> [What to produce]: Whenever a line of the data below holds the string "controls", copy that line.
----------------
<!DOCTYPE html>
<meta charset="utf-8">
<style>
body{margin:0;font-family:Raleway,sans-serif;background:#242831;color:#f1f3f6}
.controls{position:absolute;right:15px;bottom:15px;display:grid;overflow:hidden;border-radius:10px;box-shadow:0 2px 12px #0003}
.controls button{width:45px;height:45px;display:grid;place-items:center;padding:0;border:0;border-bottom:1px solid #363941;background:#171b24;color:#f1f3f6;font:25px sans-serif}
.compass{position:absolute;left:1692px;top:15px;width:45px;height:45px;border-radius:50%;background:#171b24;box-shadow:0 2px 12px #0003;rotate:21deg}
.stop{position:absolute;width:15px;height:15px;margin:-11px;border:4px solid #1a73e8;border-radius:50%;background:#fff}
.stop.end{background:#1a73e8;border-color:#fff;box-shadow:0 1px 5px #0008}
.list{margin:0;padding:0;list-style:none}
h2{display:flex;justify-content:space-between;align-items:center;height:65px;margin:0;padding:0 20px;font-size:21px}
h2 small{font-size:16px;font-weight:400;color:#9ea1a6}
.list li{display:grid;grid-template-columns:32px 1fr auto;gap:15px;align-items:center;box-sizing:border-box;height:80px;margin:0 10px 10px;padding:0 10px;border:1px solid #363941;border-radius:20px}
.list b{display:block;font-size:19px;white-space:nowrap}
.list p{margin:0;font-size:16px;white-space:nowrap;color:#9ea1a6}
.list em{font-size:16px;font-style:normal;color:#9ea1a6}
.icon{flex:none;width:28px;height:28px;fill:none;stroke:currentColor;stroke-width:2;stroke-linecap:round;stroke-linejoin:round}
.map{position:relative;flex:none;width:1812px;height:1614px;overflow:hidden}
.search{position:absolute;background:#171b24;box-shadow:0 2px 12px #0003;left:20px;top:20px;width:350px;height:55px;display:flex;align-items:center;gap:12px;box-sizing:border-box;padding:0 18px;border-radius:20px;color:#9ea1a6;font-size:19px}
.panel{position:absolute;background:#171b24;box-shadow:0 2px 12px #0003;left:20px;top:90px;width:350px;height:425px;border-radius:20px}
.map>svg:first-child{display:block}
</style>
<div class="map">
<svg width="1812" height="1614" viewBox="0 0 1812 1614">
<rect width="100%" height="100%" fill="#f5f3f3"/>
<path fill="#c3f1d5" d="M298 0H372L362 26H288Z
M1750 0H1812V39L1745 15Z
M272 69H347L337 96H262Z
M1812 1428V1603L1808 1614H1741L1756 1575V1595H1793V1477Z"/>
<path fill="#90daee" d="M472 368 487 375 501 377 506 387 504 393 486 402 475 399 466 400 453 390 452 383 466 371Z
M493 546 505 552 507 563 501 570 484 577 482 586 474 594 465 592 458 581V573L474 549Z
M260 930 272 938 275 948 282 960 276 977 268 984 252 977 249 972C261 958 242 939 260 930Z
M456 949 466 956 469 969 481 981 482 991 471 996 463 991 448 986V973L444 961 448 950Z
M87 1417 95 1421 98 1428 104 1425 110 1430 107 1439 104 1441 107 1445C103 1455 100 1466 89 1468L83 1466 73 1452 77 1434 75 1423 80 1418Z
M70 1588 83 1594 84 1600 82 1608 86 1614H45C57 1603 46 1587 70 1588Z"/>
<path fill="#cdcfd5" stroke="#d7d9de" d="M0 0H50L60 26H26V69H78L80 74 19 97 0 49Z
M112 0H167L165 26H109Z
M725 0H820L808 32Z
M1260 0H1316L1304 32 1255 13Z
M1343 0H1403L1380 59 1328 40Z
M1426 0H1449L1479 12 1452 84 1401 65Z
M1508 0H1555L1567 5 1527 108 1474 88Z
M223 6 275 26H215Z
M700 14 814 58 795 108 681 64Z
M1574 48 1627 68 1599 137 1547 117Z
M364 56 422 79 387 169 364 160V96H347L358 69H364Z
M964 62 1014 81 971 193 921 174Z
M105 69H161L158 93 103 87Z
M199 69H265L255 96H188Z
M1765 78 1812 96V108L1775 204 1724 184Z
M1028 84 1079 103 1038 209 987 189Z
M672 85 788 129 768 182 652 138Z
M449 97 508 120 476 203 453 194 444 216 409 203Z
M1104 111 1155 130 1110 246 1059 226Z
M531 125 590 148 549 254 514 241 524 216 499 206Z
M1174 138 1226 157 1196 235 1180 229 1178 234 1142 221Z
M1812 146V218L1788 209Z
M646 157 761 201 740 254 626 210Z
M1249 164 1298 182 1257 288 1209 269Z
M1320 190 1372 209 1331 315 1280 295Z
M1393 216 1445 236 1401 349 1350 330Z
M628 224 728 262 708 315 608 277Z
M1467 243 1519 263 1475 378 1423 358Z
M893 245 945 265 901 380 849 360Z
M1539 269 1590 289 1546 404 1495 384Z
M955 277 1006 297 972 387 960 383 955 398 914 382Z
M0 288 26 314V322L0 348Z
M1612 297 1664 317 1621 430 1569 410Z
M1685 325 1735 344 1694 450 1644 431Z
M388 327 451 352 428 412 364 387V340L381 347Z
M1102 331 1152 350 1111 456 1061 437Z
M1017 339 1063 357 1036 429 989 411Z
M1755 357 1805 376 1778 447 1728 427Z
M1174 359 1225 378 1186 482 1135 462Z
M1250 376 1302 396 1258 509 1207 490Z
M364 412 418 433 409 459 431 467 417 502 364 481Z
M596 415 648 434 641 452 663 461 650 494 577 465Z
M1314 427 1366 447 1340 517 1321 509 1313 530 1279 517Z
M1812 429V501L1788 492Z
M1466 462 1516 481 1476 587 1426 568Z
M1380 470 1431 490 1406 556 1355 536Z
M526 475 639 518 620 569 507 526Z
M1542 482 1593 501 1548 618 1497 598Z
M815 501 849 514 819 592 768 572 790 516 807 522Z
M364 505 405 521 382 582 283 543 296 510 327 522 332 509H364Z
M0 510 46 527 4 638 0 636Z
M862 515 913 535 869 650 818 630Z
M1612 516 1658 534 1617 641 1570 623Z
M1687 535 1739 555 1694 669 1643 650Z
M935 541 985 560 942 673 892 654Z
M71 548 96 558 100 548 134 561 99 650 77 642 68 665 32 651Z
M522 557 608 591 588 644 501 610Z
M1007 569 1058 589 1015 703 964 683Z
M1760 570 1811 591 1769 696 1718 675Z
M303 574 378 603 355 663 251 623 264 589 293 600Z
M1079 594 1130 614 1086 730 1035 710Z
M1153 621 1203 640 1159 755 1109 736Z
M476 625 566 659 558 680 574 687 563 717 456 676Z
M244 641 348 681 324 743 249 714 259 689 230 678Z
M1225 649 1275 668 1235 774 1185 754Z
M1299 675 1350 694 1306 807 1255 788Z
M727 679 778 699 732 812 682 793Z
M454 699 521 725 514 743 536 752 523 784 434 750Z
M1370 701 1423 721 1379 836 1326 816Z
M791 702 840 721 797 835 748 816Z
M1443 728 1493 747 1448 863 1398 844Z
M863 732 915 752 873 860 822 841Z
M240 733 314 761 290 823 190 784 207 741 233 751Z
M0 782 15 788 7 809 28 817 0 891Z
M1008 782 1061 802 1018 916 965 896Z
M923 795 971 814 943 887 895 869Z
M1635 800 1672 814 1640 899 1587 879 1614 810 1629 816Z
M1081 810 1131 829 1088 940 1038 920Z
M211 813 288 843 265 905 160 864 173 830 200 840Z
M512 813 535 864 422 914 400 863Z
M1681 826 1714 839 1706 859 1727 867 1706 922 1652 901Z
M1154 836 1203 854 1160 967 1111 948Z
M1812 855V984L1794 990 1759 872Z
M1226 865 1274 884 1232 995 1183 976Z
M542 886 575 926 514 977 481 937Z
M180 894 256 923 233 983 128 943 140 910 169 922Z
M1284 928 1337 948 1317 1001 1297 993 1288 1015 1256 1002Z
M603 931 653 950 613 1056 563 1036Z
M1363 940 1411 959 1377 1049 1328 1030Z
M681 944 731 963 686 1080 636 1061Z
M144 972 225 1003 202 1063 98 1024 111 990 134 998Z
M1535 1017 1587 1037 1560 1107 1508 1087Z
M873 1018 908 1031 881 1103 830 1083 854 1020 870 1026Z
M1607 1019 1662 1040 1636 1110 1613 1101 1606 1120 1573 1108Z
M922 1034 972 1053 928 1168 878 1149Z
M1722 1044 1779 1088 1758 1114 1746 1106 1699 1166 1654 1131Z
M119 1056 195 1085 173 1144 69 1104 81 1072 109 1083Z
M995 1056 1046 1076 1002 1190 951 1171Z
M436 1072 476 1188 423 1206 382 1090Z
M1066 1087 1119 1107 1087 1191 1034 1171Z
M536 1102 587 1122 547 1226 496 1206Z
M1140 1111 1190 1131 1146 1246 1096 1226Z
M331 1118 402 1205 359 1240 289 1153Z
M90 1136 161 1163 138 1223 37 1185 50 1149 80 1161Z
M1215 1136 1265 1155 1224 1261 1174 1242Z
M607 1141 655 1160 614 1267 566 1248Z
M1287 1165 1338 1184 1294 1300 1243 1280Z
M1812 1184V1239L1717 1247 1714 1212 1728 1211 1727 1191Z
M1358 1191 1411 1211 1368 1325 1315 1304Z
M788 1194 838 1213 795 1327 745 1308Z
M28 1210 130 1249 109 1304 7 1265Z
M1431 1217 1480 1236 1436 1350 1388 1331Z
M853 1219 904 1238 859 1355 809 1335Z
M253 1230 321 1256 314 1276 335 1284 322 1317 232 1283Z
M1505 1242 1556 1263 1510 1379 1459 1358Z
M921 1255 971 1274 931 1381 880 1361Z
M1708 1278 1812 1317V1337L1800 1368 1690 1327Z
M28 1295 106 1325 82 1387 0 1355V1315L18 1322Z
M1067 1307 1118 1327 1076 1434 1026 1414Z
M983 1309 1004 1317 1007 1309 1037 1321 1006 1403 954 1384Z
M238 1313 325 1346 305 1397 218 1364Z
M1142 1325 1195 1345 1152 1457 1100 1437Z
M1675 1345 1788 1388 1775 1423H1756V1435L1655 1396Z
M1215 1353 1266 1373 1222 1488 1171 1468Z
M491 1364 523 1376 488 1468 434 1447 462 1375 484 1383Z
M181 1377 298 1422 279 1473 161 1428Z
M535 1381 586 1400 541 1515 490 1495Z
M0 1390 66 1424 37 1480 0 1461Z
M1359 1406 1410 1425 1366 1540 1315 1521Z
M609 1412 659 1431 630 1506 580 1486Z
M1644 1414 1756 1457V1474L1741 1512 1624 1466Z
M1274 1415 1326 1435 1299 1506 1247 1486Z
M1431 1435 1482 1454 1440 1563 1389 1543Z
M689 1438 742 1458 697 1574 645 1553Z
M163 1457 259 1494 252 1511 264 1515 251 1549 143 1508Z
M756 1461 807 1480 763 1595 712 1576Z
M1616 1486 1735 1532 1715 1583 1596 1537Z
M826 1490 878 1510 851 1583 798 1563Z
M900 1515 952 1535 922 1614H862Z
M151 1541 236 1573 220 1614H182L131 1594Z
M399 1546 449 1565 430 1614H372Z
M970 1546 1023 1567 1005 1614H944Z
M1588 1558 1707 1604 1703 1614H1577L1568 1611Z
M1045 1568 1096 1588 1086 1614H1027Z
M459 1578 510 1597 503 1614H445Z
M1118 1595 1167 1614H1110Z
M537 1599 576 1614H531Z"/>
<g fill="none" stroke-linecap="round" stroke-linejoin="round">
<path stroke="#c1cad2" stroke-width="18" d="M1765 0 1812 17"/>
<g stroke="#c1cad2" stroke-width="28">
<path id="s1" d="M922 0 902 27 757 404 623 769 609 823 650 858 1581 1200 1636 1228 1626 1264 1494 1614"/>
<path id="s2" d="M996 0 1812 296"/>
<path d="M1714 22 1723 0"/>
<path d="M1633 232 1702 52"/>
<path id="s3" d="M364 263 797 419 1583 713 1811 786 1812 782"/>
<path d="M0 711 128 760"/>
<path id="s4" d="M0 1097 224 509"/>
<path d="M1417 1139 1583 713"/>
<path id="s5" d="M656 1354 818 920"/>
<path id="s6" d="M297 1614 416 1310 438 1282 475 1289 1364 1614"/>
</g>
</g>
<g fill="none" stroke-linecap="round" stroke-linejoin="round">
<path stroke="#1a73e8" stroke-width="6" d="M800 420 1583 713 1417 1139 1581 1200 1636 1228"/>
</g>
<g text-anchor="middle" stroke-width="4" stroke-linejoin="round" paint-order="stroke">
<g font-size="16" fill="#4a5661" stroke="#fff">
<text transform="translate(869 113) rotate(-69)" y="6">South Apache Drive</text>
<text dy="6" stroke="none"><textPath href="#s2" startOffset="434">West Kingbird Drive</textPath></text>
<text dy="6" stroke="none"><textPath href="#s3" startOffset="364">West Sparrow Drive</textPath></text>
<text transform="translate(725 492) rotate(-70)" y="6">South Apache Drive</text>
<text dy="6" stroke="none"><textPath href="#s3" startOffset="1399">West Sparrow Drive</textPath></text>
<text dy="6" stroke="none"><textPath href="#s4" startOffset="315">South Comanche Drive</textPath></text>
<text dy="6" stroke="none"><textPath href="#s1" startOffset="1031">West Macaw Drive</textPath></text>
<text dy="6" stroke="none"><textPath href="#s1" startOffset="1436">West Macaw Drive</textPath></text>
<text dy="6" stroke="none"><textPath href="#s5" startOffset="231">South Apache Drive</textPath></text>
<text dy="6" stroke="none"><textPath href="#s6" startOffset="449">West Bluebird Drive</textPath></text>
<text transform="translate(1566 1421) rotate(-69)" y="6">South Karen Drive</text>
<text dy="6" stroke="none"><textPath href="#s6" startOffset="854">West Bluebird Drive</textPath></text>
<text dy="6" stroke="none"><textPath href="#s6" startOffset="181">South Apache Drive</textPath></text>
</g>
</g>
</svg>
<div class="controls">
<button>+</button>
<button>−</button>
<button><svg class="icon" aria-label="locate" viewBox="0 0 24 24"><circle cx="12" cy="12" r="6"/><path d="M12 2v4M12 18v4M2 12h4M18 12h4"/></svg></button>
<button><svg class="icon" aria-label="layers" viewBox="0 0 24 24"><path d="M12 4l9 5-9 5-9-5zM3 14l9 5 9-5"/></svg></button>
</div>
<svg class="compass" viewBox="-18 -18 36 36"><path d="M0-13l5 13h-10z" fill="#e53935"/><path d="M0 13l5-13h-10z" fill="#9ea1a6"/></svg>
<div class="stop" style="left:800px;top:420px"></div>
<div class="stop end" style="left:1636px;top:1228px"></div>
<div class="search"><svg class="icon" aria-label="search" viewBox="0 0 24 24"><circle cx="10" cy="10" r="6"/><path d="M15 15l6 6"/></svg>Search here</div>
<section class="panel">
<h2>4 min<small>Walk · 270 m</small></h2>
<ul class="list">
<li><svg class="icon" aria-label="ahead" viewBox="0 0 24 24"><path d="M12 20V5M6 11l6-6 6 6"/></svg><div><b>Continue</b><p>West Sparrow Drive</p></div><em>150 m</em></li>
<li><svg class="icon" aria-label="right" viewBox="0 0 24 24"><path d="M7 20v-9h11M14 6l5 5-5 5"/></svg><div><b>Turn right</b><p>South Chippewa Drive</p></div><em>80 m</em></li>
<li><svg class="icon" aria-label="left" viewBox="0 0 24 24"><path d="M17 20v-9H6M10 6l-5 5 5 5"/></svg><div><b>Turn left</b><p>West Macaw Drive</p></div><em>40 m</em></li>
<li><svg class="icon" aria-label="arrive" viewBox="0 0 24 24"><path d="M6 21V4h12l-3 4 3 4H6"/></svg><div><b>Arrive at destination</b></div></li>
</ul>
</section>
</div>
----------------
> [Output for this task]:
.controls{position:absolute;right:15px;bottom:15px;display:grid;overflow:hidden;border-radius:10px;box-shadow:0 2px 12px #0003}
.controls button{width:45px;height:45px;display:grid;place-items:center;padding:0;border:0;border-bottom:1px solid #363941;background:#171b24;color:#f1f3f6;font:25px sans-serif}
<div class="controls">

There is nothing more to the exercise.